[Start of Attachment]

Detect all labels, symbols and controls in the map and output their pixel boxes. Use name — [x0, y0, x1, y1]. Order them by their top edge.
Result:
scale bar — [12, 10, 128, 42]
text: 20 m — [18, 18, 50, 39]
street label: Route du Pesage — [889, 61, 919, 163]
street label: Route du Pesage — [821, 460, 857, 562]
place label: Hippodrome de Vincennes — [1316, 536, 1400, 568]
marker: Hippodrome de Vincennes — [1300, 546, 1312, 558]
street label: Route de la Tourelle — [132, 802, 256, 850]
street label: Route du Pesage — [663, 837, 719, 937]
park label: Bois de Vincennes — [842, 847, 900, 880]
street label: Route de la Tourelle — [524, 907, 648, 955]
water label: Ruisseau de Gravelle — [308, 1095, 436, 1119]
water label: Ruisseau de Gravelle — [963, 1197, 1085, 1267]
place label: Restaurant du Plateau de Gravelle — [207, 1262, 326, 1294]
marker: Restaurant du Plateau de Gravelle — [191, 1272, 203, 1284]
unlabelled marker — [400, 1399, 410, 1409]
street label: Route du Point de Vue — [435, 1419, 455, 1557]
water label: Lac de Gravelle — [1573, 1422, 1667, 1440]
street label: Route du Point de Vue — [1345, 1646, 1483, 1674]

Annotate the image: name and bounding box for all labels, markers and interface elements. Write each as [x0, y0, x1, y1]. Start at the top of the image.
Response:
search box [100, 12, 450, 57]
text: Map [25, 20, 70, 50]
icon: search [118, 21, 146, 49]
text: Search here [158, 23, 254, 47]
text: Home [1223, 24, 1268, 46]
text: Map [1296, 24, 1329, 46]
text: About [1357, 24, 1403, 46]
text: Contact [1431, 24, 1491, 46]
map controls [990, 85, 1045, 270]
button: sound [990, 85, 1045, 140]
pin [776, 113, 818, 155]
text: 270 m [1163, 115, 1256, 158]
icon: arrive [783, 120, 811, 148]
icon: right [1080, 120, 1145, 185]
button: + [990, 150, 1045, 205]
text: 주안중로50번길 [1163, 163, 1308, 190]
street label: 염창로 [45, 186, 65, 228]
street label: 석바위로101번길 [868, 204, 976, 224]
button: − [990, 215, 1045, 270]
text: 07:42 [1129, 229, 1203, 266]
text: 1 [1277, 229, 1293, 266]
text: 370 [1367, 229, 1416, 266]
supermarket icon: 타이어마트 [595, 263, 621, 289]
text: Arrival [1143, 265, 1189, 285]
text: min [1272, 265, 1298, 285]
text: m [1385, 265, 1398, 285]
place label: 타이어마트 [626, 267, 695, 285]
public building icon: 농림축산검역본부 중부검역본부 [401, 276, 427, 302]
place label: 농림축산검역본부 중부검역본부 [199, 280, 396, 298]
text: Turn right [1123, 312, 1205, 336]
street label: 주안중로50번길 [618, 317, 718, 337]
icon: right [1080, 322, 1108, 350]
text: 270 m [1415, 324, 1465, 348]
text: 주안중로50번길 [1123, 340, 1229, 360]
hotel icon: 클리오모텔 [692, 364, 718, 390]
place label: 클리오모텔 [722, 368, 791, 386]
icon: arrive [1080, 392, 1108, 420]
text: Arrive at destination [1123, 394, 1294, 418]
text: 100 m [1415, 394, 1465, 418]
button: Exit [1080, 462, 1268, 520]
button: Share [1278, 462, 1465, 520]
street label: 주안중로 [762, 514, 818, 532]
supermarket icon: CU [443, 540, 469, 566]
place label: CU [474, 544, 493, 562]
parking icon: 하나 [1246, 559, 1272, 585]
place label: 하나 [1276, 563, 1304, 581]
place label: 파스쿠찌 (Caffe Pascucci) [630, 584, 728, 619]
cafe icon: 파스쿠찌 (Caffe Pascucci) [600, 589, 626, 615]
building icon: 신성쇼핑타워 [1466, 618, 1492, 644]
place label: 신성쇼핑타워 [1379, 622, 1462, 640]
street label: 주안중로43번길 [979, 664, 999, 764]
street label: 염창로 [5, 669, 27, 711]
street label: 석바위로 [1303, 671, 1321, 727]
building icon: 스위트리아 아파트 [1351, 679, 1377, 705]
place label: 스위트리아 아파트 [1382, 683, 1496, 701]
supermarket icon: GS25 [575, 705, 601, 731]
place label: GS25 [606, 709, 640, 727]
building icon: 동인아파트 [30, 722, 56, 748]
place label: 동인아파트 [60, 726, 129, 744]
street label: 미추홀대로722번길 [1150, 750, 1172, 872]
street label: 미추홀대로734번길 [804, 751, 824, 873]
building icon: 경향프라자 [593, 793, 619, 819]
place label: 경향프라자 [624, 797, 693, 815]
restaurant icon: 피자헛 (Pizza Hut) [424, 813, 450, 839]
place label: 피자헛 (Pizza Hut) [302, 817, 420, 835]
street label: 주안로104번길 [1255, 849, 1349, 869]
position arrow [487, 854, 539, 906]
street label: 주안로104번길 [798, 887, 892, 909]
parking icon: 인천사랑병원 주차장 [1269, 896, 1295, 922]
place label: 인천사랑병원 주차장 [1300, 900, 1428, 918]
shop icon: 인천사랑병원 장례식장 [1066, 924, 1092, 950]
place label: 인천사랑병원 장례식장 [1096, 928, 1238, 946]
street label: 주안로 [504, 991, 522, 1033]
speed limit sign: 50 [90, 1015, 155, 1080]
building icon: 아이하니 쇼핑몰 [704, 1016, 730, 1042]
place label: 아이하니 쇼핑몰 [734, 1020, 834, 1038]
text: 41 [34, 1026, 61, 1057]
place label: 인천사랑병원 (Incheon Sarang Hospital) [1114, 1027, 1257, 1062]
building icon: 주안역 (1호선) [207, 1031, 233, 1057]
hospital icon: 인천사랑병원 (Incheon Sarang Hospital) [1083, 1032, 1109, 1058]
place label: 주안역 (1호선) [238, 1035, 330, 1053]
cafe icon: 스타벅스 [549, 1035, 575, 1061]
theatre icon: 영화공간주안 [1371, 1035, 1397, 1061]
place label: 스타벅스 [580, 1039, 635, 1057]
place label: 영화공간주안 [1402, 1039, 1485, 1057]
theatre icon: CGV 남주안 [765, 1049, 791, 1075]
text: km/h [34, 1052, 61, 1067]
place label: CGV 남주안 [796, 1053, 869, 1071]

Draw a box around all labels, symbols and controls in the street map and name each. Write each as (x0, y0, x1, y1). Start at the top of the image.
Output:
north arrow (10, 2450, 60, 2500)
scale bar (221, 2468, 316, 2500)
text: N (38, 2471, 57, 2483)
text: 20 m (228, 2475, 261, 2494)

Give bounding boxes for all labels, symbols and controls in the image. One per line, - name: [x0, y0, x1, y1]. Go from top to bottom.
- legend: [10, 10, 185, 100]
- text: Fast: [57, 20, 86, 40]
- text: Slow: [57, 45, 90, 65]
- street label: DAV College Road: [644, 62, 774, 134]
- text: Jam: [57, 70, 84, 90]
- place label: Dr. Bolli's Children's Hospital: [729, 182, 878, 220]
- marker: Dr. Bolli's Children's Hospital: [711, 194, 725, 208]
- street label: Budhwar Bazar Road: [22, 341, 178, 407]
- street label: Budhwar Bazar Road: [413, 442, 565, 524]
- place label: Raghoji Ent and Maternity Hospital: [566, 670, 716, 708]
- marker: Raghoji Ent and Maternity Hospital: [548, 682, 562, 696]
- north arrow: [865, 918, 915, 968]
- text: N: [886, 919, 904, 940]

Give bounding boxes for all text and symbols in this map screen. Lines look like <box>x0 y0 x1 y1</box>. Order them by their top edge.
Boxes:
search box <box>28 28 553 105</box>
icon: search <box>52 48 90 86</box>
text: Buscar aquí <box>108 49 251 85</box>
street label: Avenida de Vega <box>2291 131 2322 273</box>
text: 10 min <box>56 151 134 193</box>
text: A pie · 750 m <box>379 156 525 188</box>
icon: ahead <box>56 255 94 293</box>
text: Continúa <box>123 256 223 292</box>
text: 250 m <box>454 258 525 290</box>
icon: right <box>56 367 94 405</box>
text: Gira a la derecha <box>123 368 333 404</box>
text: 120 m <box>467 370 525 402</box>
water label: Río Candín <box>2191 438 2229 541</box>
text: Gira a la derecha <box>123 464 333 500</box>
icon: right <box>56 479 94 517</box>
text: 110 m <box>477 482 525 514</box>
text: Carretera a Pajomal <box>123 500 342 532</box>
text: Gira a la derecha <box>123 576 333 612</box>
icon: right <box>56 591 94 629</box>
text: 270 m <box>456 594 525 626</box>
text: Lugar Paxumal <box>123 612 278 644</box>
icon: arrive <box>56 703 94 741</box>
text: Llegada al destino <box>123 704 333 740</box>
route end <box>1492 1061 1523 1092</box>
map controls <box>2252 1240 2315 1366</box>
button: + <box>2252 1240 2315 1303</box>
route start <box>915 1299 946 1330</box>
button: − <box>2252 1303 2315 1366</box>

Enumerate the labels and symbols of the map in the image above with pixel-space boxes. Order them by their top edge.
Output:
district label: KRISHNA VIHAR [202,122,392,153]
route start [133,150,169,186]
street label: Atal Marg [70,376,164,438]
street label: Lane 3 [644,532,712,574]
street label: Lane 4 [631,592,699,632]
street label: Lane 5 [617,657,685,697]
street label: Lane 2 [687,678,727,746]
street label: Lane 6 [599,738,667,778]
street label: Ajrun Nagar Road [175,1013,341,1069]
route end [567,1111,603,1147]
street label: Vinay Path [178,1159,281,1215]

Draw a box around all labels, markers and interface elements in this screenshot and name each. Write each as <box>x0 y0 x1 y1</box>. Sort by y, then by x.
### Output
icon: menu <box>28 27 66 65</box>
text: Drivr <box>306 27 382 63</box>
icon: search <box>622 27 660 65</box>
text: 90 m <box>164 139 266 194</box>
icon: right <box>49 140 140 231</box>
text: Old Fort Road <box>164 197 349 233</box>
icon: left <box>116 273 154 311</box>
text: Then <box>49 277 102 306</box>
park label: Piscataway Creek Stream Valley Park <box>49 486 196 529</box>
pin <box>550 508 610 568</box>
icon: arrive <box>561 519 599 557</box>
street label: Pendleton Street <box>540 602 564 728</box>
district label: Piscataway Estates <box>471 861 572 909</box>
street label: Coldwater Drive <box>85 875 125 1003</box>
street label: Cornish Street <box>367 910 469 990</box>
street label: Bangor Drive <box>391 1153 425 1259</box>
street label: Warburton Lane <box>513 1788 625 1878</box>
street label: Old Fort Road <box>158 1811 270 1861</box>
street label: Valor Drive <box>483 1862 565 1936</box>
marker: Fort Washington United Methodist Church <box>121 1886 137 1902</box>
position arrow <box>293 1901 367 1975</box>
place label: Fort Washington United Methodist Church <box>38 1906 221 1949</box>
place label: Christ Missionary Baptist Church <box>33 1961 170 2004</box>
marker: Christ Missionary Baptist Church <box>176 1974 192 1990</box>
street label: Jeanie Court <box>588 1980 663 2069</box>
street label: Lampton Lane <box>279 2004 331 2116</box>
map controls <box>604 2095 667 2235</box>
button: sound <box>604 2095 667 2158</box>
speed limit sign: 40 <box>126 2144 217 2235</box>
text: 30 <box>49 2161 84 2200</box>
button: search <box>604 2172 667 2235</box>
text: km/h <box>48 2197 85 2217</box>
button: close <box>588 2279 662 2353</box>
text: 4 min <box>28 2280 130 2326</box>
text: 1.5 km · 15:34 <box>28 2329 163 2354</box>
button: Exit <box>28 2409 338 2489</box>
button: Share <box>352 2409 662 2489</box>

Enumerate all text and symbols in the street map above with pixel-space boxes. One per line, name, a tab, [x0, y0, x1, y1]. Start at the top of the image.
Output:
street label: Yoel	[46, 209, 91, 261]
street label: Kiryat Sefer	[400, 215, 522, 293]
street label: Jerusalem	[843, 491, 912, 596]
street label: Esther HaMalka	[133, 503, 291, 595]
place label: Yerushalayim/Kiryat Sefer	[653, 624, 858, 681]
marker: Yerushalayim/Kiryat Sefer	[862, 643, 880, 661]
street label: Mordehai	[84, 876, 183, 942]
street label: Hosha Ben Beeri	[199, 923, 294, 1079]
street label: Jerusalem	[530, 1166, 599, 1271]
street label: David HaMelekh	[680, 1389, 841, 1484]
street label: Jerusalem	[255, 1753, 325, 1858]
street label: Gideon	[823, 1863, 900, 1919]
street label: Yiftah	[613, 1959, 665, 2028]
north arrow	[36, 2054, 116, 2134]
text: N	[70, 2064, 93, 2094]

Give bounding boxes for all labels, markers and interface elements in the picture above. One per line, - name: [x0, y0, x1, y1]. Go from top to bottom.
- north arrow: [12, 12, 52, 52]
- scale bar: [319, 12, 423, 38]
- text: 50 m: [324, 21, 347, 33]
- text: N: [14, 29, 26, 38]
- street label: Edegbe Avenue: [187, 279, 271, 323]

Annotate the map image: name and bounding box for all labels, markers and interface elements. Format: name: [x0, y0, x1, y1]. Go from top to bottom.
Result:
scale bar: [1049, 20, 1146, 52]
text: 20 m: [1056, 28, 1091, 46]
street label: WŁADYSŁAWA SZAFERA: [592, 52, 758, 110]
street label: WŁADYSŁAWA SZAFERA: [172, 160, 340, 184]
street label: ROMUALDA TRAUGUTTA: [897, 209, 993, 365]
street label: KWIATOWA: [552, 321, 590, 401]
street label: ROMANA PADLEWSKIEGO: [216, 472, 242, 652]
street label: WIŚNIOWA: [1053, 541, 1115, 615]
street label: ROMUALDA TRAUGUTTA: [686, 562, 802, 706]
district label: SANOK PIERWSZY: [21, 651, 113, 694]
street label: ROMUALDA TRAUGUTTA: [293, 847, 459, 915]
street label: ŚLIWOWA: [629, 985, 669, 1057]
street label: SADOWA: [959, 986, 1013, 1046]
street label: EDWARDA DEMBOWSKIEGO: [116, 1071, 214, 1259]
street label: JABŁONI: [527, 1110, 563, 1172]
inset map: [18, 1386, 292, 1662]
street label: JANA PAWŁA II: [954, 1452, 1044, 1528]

[End of Attachment]

Look over the records above and say, with no extra words, how many lines include "scale".

4